**Task to carry out:**
Repeat the entire listing below exactly.
************
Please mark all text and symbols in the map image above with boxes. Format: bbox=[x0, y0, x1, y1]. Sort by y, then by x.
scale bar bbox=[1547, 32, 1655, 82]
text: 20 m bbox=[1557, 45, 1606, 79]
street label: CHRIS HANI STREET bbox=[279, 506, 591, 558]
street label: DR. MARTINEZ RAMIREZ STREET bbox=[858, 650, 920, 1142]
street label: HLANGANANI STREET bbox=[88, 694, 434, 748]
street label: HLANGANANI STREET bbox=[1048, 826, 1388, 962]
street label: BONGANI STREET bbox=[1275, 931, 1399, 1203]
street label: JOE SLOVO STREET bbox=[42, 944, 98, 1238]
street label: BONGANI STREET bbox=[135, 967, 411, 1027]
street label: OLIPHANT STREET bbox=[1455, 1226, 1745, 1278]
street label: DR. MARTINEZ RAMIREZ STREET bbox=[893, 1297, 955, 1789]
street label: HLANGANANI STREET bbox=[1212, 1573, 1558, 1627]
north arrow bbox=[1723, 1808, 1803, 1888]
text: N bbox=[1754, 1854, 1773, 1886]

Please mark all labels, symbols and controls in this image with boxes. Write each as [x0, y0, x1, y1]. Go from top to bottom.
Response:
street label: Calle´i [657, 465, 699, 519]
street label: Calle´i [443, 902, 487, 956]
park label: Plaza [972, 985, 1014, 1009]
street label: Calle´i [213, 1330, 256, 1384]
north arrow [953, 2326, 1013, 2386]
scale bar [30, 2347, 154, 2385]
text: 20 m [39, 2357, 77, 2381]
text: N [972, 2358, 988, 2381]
************
**Written answer:**
Please mark all text and symbols in the map image above with boxes. Format: bbox=[x0, y0, x1, y1]. Sort by y, then by x.
scale bar bbox=[1547, 32, 1655, 82]
text: 20 m bbox=[1557, 45, 1606, 79]
street label: CHRIS HANI STREET bbox=[279, 506, 591, 558]
street label: DR. MARTINEZ RAMIREZ STREET bbox=[858, 650, 920, 1142]
street label: HLANGANANI STREET bbox=[88, 694, 434, 748]
street label: HLANGANANI STREET bbox=[1048, 826, 1388, 962]
street label: BONGANI STREET bbox=[1275, 931, 1399, 1203]
street label: JOE SLOVO STREET bbox=[42, 944, 98, 1238]
street label: BONGANI STREET bbox=[135, 967, 411, 1027]
street label: OLIPHANT STREET bbox=[1455, 1226, 1745, 1278]
street label: DR. MARTINEZ RAMIREZ STREET bbox=[893, 1297, 955, 1789]
street label: HLANGANANI STREET bbox=[1212, 1573, 1558, 1627]
north arrow bbox=[1723, 1808, 1803, 1888]
text: N bbox=[1754, 1854, 1773, 1886]

Please mark all labels, symbols and controls in this image with boxes. Write each as [x0, y0, x1, y1]. Go from top to bottom.
Response:
street label: Calle´i [657, 465, 699, 519]
street label: Calle´i [443, 902, 487, 956]
park label: Plaza [972, 985, 1014, 1009]
street label: Calle´i [213, 1330, 256, 1384]
north arrow [953, 2326, 1013, 2386]
scale bar [30, 2347, 154, 2385]
text: 20 m [39, 2357, 77, 2381]
text: N [972, 2358, 988, 2381]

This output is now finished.